Dataset entries:
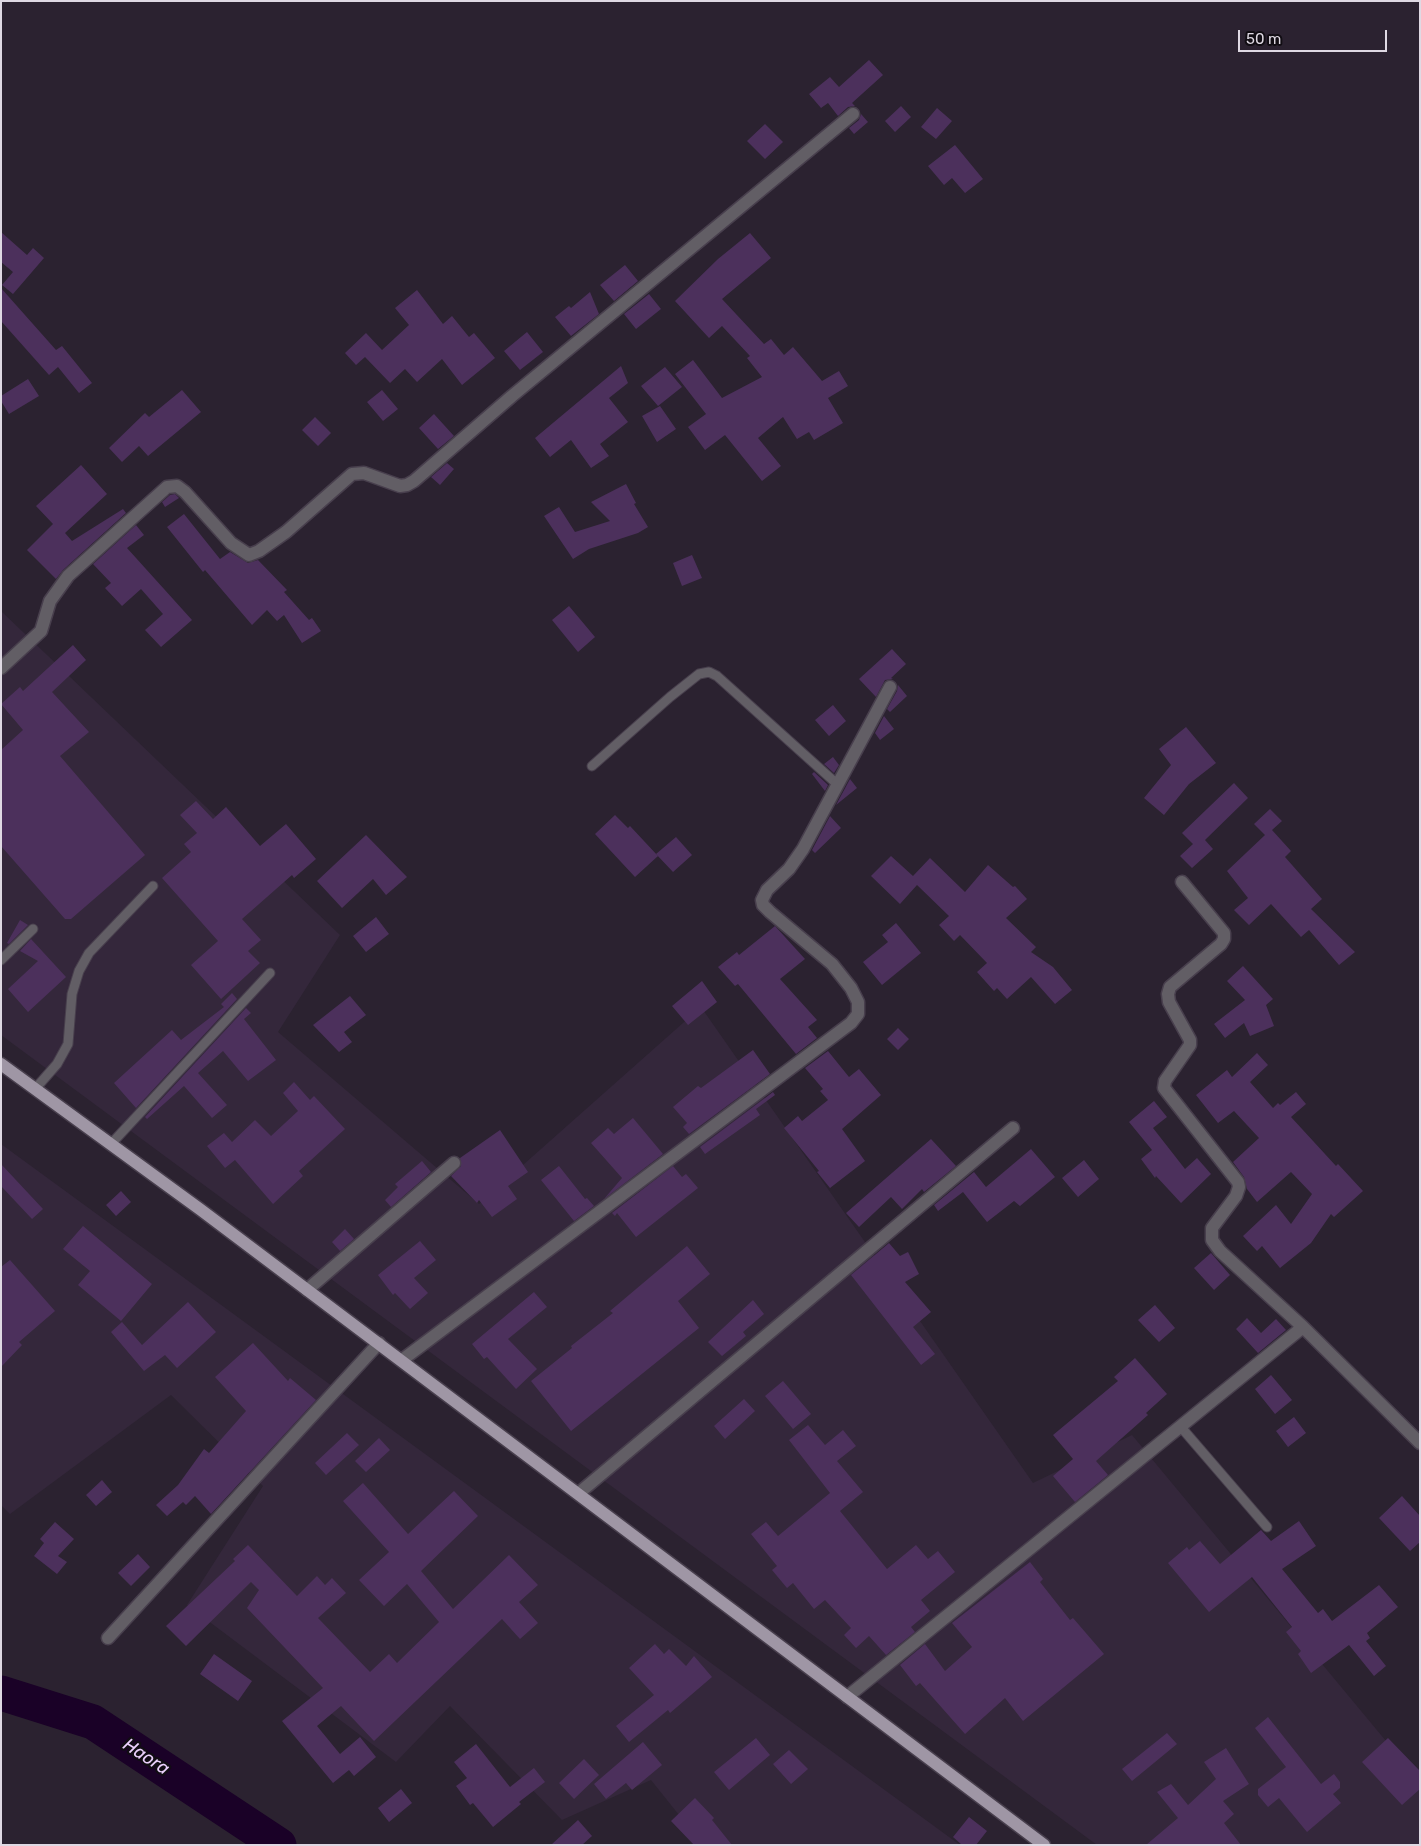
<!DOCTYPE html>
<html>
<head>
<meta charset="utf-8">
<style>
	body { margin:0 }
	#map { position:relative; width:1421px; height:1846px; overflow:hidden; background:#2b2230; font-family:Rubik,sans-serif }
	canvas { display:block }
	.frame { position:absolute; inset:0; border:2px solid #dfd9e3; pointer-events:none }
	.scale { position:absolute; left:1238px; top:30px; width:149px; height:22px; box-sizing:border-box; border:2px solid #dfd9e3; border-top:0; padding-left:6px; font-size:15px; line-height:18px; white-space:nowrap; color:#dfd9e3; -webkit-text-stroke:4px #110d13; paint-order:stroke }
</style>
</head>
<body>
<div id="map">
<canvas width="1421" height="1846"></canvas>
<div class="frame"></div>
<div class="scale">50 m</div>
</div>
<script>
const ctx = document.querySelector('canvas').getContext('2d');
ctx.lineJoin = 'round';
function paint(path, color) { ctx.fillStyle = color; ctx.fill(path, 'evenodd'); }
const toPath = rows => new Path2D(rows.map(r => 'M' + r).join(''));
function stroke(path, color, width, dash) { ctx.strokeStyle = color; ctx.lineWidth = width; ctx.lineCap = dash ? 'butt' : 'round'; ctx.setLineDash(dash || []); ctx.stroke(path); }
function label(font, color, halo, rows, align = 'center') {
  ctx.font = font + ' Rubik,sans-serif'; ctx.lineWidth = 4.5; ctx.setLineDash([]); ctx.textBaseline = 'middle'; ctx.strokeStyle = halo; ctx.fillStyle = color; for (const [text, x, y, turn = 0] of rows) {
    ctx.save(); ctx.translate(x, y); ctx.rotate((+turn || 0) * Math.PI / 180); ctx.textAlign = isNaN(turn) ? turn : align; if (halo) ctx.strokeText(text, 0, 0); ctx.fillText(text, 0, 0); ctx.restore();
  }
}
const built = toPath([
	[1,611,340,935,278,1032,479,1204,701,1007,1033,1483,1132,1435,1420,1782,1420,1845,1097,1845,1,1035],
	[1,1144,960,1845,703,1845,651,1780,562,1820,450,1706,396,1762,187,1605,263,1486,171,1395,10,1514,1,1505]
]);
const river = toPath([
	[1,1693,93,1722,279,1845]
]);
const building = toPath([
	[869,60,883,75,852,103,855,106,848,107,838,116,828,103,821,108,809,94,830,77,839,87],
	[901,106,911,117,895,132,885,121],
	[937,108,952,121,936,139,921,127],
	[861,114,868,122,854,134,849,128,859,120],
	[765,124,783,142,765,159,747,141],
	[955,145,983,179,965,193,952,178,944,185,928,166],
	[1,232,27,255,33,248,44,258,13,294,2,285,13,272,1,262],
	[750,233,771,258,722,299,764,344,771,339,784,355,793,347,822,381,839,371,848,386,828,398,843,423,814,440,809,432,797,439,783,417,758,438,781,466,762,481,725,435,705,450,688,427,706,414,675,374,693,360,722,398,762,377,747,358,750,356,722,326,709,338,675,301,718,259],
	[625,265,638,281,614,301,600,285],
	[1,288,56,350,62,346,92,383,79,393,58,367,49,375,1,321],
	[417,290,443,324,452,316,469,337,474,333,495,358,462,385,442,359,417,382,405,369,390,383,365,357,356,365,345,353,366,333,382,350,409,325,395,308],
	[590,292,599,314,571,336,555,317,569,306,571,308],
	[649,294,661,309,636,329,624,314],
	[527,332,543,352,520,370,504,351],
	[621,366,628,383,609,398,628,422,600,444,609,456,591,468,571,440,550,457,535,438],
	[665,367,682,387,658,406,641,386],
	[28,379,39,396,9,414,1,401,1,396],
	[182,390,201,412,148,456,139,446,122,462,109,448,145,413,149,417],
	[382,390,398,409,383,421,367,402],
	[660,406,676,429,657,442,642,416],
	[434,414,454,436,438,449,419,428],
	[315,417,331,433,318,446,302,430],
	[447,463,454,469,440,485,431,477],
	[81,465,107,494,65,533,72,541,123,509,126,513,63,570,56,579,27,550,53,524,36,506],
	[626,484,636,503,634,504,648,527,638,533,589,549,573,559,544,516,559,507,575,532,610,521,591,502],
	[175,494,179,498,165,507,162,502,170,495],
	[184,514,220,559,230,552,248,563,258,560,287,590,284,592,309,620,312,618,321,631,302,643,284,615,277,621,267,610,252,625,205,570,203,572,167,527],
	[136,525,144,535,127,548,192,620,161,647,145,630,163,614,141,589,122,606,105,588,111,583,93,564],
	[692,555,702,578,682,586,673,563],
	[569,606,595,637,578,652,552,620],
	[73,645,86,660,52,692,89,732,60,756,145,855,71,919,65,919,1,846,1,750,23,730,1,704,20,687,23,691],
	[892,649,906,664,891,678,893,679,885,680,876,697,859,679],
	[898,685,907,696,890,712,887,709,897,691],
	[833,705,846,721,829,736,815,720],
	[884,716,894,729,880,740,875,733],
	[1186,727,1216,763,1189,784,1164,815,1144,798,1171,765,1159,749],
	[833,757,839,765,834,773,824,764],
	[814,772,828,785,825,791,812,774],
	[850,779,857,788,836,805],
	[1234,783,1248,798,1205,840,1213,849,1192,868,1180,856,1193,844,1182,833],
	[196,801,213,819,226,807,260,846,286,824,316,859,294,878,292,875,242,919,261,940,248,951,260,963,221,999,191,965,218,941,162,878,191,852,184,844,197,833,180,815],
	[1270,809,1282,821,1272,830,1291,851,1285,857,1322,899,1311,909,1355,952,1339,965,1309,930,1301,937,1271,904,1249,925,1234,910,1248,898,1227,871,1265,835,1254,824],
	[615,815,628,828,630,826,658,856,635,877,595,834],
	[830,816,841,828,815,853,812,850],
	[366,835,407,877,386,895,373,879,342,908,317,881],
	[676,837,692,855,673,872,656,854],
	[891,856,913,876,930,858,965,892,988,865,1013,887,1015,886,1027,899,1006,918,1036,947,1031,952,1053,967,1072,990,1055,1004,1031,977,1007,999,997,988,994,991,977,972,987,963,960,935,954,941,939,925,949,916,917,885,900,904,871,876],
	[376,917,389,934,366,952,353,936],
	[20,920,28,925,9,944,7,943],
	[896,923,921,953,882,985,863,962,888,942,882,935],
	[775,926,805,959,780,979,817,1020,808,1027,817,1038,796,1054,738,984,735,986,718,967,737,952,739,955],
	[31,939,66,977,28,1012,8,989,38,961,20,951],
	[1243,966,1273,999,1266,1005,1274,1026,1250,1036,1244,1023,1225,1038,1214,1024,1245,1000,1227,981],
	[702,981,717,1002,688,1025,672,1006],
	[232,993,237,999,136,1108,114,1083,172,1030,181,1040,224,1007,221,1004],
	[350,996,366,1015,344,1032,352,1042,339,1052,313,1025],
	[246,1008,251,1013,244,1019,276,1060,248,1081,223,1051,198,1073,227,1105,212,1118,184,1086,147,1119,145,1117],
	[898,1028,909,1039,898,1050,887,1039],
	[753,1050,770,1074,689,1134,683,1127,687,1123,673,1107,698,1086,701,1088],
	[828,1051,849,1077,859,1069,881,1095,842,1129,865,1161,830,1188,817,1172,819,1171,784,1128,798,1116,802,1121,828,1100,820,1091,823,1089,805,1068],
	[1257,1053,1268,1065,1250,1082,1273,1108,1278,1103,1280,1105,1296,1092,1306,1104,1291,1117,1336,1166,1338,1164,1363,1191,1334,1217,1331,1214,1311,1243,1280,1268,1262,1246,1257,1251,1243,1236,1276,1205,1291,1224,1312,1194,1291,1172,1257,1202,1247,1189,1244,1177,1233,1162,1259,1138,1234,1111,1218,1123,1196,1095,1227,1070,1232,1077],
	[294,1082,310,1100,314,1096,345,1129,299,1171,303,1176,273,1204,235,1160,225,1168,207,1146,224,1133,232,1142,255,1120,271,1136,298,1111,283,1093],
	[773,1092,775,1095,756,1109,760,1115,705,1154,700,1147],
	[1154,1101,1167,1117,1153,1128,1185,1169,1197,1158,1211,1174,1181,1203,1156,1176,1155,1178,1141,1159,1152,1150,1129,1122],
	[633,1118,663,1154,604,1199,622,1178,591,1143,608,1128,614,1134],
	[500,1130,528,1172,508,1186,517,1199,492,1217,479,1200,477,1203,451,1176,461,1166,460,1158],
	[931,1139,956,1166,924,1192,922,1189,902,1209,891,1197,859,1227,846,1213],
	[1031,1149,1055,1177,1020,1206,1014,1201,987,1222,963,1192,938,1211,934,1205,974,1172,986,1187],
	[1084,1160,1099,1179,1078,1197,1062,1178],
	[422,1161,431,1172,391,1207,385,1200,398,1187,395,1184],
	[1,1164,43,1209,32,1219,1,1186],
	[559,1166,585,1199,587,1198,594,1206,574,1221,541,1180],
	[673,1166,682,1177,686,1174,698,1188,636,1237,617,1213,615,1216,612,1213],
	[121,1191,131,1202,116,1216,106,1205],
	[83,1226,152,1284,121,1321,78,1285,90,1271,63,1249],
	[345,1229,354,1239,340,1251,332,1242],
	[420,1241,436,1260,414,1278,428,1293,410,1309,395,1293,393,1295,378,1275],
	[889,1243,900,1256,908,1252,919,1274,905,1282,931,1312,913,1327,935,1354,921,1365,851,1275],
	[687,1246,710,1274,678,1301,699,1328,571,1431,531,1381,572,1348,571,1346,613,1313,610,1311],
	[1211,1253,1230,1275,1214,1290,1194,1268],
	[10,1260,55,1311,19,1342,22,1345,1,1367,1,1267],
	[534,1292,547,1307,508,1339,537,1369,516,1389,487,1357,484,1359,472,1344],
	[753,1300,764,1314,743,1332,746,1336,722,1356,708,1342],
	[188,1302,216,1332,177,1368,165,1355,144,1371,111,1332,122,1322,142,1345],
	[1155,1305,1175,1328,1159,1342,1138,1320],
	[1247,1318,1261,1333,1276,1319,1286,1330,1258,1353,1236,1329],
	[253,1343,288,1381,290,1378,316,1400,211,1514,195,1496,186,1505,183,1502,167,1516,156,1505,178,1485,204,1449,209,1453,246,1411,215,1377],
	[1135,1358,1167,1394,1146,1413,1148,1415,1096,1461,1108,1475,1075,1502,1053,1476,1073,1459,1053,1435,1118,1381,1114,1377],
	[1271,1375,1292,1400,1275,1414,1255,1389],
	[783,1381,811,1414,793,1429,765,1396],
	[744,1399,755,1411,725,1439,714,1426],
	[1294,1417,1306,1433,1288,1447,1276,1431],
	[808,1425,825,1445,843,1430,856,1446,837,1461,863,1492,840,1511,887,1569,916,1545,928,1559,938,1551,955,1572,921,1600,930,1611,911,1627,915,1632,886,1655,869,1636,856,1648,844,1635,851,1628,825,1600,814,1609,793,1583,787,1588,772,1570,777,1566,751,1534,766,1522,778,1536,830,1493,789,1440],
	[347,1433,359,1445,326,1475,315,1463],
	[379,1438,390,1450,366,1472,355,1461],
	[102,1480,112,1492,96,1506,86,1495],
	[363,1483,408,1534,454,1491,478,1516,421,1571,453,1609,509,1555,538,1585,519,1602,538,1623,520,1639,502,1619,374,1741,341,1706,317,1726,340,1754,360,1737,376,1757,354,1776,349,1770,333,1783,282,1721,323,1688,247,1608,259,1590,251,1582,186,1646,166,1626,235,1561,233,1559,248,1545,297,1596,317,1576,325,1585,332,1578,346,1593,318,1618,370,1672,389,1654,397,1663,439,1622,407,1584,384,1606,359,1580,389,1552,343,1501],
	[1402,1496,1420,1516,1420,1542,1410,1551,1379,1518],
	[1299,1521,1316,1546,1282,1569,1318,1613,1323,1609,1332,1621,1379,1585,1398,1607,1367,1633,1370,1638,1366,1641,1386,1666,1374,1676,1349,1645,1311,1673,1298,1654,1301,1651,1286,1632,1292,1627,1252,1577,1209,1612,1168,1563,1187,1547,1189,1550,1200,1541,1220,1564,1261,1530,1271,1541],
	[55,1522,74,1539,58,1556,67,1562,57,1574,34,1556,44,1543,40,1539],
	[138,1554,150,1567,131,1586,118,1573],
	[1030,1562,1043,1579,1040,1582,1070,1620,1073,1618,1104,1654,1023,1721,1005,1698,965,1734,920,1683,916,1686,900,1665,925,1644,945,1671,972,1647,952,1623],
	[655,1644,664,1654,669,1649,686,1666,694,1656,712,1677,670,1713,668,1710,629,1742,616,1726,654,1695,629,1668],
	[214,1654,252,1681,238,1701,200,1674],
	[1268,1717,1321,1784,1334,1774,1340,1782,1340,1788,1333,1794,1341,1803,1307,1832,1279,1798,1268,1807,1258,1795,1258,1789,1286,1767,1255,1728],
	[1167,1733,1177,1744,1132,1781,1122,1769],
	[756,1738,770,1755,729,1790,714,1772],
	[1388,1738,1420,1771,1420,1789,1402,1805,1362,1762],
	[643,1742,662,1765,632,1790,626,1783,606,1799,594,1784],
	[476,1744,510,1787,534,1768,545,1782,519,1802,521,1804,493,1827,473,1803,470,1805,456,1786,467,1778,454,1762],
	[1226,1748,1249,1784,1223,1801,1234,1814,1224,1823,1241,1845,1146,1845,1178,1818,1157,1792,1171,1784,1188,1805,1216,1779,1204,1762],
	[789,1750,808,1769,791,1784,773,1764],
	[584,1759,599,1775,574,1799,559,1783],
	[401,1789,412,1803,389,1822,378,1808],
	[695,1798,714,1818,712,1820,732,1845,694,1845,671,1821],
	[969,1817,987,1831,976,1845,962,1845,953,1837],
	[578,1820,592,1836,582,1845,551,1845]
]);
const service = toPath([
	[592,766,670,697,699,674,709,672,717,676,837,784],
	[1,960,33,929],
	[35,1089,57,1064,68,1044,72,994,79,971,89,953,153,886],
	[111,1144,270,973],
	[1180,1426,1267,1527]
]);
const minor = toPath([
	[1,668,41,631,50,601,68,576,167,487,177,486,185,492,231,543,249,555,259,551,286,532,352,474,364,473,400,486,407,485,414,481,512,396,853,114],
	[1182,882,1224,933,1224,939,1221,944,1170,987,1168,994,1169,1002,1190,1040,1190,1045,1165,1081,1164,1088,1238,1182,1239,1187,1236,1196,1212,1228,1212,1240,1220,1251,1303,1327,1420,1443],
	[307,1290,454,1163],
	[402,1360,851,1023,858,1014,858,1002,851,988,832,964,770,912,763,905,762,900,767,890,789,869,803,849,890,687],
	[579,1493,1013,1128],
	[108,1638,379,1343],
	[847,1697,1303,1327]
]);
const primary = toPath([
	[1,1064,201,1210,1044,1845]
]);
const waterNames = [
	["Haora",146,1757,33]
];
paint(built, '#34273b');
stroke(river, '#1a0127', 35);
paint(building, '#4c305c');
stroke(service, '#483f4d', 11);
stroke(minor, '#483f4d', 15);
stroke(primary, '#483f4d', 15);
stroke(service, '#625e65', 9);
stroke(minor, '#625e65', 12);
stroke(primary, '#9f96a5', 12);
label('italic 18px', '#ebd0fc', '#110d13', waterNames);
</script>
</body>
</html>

■ Work request: What is needed is an exact copy of the lines from the beginning of the data through the line containing "ctx.font = font", both included, without any pictures.

■ Result of this exercise:
<!DOCTYPE html>
<html>
<head>
<meta charset="utf-8">
<style>
	body { margin:0 }
	#map { position:relative; width:1421px; height:1846px; overflow:hidden; background:#2b2230; font-family:Rubik,sans-serif }
	canvas { display:block }
	.frame { position:absolute; inset:0; border:2px solid #dfd9e3; pointer-events:none }
	.scale { position:absolute; left:1238px; top:30px; width:149px; height:22px; box-sizing:border-box; border:2px solid #dfd9e3; border-top:0; padding-left:6px; font-size:15px; line-height:18px; white-space:nowrap; color:#dfd9e3; -webkit-text-stroke:4px #110d13; paint-order:stroke }
</style>
</head>
<body>
<div id="map">
<canvas width="1421" height="1846"></canvas>
<div class="frame"></div>
<div class="scale">50 m</div>
</div>
<script>
const ctx = document.querySelector('canvas').getContext('2d');
ctx.lineJoin = 'round';
function paint(path, color) { ctx.fillStyle = color; ctx.fill(path, 'evenodd'); }
const toPath = rows => new Path2D(rows.map(r => 'M' + r).join(''));
function stroke(path, color, width, dash) { ctx.strokeStyle = color; ctx.lineWidth = width; ctx.lineCap = dash ? 'butt' : 'round'; ctx.setLineDash(dash || []); ctx.stroke(path); }
function label(font, color, halo, rows, align = 'center') {
  ctx.font = font + ' Rubik,sans-serif'; ctx.lineWidth = 4.5; ctx.setLineDash([]); ctx.textBaseline = 'middle'; ctx.strokeStyle = halo; ctx.fillStyle = color; for (const [text, x, y, turn = 0] of rows) {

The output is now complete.